Stored records
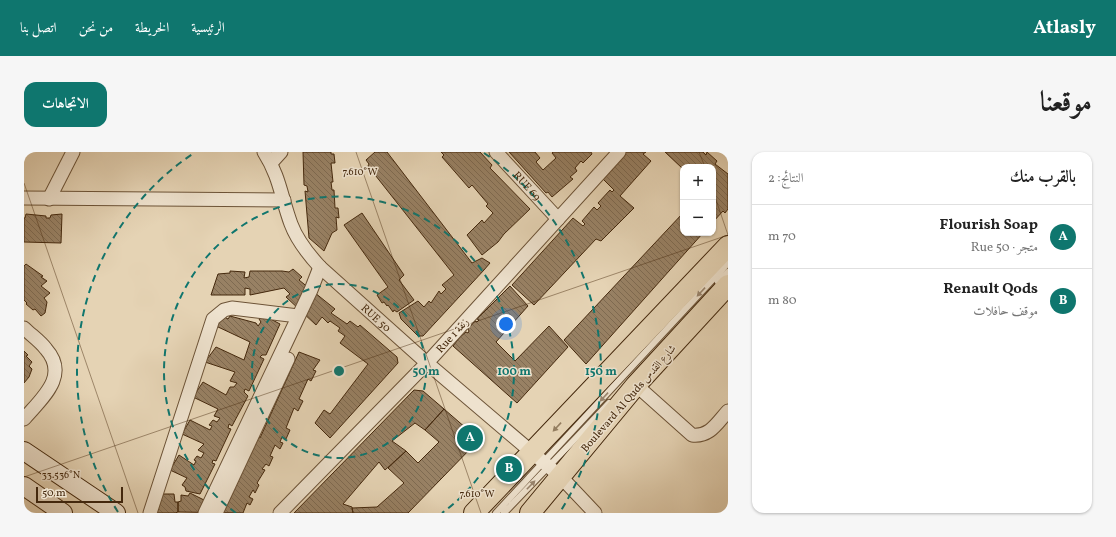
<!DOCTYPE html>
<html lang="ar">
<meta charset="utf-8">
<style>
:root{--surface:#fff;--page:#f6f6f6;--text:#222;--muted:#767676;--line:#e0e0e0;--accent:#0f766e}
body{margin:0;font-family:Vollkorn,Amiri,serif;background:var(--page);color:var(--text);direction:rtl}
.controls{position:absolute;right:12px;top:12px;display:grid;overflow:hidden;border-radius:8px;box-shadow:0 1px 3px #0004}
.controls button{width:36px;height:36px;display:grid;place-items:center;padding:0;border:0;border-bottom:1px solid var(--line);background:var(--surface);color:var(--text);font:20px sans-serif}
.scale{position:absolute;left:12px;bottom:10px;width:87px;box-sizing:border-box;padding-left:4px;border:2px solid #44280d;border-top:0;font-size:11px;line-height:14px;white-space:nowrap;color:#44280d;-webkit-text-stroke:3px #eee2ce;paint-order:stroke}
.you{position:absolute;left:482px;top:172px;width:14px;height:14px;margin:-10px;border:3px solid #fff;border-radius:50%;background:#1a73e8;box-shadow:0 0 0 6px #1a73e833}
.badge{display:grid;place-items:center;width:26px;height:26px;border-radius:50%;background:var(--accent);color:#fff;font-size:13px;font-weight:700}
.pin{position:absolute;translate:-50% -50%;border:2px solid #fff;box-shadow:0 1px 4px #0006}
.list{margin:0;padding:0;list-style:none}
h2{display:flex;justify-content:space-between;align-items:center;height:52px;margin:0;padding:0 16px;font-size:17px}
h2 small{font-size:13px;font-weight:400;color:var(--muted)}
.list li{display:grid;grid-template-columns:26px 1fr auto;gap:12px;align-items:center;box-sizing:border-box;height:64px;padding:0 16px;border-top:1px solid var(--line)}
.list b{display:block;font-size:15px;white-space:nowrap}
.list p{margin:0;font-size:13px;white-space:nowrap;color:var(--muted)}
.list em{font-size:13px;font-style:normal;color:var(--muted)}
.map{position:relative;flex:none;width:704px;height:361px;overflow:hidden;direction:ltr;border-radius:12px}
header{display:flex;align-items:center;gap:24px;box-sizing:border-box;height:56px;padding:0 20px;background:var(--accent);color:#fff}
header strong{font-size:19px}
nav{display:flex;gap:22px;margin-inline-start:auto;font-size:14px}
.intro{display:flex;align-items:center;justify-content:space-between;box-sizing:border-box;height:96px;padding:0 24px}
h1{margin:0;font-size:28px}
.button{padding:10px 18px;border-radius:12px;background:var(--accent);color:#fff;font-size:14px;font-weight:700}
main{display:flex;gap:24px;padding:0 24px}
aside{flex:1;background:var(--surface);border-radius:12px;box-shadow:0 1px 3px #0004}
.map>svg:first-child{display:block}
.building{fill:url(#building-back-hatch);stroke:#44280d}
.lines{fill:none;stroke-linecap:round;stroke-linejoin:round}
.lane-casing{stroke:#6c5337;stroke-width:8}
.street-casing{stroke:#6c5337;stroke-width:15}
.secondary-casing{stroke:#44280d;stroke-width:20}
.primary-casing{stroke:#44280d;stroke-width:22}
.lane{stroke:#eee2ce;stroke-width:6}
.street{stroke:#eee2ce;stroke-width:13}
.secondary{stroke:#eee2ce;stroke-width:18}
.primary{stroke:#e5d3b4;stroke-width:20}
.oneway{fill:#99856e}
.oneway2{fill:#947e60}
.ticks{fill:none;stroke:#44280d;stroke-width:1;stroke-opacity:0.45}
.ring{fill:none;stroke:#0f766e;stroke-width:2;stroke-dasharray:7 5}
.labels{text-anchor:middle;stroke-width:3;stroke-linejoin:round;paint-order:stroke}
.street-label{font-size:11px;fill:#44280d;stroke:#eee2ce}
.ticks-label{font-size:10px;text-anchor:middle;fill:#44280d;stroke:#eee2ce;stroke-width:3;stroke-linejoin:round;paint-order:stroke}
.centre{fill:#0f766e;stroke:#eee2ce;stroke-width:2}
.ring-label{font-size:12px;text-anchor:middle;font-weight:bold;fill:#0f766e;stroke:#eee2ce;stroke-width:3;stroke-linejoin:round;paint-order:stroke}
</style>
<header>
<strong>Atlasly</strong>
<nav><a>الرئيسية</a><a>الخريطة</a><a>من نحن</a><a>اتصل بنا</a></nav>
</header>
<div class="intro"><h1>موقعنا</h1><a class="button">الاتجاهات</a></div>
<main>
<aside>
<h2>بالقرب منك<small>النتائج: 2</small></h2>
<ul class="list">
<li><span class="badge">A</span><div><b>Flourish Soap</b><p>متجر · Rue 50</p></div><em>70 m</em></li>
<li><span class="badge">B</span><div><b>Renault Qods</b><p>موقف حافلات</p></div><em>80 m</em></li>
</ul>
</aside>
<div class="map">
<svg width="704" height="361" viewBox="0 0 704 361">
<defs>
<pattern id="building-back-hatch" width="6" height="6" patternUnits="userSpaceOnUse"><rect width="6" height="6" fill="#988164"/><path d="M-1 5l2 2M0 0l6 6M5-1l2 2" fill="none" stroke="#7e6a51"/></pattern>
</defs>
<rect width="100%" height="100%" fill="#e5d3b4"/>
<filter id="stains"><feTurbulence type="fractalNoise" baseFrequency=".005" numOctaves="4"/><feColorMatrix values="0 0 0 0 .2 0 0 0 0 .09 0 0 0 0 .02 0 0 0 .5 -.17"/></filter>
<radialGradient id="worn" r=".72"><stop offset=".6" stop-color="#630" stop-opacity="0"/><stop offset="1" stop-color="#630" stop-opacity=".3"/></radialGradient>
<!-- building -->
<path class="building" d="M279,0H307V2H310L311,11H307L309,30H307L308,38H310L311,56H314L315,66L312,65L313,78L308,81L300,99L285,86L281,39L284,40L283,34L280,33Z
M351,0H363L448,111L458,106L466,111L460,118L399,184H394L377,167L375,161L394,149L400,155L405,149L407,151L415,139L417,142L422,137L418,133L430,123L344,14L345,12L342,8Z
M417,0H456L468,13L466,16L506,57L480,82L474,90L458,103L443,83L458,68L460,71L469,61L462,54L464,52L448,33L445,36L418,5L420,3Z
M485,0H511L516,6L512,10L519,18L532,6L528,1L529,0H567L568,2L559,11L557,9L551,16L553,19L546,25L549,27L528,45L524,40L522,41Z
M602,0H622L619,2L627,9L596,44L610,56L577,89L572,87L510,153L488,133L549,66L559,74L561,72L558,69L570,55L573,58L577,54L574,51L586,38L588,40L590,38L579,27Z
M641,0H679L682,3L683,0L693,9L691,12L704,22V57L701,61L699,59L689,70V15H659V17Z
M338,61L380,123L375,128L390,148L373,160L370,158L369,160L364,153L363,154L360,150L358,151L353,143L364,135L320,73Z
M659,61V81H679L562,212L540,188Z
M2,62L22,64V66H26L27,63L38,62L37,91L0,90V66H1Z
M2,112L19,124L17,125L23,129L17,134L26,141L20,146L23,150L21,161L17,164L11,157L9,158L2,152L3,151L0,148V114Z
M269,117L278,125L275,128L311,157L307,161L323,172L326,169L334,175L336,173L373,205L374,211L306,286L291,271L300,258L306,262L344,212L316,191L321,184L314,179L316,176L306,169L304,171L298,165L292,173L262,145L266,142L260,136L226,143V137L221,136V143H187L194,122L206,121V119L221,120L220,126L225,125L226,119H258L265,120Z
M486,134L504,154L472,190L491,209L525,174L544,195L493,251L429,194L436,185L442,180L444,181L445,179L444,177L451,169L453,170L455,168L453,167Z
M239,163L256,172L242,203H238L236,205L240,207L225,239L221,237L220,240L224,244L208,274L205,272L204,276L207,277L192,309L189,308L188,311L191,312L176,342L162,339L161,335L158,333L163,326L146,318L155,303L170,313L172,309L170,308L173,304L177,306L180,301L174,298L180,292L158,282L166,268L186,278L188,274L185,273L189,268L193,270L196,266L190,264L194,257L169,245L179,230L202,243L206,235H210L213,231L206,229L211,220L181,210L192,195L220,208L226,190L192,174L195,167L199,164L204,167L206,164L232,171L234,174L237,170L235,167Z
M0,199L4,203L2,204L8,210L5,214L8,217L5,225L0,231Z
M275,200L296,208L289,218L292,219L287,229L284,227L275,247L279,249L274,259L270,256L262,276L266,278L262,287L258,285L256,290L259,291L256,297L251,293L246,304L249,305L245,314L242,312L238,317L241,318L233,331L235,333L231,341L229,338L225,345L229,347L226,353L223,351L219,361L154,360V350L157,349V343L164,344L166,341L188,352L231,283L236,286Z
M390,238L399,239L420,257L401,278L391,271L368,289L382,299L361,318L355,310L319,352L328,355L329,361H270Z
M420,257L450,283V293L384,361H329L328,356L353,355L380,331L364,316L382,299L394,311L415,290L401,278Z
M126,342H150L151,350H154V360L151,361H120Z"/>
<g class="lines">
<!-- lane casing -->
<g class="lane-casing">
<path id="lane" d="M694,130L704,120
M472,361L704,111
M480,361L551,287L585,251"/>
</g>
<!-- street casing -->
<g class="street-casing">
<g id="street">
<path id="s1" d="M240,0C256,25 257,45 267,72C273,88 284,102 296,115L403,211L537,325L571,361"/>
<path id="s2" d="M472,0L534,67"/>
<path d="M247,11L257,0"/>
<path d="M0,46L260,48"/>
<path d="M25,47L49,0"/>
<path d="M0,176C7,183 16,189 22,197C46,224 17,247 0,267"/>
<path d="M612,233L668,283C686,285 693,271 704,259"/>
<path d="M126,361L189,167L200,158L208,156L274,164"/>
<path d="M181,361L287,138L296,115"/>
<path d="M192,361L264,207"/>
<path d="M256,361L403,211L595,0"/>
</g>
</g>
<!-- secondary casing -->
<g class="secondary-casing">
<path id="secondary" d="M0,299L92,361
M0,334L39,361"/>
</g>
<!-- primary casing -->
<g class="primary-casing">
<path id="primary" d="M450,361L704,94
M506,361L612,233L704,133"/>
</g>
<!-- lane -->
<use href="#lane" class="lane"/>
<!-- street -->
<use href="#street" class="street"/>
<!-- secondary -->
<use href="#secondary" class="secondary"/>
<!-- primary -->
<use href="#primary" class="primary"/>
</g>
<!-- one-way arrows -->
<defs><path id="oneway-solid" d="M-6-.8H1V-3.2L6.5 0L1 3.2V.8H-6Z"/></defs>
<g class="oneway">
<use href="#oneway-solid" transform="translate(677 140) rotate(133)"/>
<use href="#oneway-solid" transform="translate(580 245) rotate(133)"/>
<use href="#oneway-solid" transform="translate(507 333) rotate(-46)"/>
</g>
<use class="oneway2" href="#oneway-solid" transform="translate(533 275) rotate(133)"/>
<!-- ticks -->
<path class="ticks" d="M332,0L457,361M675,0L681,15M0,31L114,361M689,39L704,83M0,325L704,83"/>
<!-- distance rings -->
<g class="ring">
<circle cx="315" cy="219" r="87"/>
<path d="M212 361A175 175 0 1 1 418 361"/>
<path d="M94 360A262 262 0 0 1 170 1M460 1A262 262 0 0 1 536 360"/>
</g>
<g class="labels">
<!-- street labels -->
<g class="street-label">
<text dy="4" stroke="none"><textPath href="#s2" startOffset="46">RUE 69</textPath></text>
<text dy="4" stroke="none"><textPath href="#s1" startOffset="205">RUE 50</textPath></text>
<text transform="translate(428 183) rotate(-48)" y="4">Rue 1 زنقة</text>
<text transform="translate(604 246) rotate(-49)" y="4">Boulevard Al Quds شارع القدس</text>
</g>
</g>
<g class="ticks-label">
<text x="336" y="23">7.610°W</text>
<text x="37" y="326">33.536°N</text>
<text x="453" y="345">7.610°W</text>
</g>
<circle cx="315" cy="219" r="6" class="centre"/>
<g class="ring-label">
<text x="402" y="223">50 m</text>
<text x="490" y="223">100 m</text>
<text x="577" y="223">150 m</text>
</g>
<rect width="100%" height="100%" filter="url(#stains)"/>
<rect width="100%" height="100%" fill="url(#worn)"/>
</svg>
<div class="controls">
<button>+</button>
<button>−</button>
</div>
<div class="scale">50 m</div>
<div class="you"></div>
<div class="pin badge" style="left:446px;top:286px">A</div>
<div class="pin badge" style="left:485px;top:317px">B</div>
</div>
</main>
==
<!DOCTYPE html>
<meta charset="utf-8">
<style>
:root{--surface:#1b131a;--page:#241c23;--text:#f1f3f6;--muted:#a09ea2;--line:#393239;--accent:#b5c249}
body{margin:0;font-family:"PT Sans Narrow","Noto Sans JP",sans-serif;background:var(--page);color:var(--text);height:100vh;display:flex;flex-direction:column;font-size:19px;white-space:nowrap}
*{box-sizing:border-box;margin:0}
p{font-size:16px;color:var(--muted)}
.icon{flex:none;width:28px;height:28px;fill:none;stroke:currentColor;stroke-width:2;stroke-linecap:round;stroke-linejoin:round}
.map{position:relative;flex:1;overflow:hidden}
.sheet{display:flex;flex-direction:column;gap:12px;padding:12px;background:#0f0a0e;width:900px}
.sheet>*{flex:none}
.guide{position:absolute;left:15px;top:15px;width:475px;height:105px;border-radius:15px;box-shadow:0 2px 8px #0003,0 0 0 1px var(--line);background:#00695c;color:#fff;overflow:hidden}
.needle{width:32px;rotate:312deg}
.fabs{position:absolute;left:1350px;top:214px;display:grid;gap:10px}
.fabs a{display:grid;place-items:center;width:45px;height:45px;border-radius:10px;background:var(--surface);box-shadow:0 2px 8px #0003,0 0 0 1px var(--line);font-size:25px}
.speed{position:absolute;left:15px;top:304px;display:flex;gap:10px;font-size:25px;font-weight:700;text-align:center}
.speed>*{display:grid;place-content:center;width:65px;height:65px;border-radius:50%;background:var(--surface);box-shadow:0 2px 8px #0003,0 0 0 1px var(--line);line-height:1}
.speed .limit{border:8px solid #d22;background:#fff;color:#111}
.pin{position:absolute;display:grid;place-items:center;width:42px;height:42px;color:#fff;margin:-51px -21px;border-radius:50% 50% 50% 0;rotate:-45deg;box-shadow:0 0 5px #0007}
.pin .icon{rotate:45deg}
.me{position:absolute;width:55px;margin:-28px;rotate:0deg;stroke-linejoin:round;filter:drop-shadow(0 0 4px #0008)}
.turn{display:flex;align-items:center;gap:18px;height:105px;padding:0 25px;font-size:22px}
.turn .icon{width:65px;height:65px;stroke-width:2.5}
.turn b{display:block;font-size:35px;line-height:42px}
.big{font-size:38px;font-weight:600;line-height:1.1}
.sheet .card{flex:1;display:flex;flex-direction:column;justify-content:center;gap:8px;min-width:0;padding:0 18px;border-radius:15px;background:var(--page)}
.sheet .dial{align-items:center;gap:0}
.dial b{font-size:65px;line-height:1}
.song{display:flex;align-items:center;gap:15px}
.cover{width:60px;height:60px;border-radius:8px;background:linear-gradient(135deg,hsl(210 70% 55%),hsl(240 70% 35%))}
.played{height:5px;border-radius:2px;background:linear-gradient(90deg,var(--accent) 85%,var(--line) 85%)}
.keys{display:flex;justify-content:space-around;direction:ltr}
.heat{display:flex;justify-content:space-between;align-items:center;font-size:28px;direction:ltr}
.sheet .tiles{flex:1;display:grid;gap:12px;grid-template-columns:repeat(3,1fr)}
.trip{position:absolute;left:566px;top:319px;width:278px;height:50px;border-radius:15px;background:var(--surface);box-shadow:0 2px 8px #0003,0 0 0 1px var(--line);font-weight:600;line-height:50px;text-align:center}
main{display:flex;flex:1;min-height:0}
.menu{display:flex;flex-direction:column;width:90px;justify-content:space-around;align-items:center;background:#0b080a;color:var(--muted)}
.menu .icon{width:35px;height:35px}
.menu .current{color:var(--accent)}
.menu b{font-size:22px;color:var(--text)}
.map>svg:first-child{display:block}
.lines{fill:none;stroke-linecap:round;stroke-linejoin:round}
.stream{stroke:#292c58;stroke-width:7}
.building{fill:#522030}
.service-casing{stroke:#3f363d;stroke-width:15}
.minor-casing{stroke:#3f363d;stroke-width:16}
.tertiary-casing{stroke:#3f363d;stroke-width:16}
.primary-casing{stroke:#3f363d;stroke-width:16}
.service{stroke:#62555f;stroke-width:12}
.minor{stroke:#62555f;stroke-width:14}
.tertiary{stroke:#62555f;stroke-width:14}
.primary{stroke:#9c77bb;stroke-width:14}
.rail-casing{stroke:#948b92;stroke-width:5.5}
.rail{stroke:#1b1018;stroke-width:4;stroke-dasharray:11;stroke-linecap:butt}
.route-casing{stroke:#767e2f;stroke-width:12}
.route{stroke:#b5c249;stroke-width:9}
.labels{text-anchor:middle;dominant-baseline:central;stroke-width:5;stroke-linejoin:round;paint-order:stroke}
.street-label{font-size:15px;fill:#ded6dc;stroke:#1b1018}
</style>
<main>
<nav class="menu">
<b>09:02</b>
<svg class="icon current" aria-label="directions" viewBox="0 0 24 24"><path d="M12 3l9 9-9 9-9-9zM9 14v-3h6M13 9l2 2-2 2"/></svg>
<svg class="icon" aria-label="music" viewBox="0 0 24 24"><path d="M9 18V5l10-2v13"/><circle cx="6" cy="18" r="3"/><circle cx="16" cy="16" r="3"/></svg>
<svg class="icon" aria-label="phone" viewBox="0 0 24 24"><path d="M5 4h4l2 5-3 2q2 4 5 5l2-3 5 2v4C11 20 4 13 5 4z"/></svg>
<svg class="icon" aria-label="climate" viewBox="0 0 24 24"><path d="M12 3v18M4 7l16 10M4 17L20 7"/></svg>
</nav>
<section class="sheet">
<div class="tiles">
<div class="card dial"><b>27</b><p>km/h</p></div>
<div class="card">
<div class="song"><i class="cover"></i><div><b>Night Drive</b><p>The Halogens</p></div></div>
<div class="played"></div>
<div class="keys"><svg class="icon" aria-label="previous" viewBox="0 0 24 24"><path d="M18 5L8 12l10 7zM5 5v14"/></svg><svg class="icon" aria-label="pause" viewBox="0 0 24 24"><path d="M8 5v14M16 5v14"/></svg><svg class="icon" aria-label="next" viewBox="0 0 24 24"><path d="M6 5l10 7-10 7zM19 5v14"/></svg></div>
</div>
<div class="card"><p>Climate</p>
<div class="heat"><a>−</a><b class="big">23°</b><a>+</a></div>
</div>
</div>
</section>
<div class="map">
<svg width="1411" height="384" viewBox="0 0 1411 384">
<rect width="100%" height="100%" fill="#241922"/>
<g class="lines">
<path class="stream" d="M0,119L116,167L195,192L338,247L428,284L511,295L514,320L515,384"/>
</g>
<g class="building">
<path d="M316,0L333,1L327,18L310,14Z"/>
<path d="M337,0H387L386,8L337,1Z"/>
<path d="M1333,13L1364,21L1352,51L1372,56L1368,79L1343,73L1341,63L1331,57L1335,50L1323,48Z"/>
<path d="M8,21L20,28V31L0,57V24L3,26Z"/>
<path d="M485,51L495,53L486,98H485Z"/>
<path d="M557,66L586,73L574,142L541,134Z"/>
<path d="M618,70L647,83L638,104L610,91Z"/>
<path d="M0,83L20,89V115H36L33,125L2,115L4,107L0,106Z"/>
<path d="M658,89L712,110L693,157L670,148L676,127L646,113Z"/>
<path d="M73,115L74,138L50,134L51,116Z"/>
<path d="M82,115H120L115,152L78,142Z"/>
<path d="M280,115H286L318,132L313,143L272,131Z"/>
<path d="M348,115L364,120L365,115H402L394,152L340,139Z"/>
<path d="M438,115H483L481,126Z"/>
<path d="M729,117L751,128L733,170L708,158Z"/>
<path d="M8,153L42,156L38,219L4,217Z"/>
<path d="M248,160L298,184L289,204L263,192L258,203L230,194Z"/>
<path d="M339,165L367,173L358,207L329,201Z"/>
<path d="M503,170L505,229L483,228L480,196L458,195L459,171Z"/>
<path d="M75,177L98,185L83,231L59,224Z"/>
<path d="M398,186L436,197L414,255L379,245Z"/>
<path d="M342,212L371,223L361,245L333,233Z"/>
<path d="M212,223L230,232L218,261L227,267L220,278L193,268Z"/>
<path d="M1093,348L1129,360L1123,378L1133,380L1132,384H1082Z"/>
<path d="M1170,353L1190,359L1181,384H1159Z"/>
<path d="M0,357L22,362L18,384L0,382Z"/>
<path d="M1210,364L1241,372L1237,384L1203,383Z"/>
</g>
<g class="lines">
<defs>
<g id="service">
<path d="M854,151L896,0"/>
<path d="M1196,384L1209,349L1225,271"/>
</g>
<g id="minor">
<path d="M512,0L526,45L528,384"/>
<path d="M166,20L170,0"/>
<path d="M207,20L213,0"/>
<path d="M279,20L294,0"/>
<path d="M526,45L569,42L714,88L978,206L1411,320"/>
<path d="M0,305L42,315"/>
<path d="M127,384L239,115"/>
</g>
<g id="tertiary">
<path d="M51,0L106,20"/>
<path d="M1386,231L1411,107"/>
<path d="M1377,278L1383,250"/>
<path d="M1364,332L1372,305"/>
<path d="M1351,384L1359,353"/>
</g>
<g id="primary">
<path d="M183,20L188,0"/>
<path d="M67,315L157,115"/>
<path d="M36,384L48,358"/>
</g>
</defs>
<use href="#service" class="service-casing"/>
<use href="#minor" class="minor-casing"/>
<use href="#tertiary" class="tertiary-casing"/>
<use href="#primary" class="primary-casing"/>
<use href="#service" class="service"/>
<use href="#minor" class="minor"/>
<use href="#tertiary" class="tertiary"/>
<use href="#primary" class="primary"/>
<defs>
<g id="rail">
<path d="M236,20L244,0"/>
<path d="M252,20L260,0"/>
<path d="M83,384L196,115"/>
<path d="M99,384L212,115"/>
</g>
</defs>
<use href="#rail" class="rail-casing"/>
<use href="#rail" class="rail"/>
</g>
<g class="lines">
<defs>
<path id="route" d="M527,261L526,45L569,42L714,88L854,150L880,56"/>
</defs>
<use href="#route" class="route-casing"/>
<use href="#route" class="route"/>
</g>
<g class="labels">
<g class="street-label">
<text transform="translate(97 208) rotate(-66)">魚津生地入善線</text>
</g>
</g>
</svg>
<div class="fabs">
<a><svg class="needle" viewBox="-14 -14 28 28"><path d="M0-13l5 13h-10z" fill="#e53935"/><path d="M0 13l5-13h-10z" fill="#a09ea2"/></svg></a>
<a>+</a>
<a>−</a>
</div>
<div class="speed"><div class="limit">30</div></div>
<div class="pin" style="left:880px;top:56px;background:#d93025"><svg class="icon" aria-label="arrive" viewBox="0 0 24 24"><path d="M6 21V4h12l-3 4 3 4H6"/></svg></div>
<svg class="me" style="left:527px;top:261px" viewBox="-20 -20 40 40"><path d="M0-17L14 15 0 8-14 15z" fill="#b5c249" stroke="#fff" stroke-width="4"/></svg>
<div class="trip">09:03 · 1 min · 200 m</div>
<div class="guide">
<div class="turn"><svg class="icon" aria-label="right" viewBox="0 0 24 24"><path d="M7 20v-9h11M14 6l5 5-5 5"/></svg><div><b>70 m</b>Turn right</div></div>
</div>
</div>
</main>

Work order
Whenever the word "limit" appears in a line of the data above, that line counts. Say how many lines count, and nothing more.

Output below
2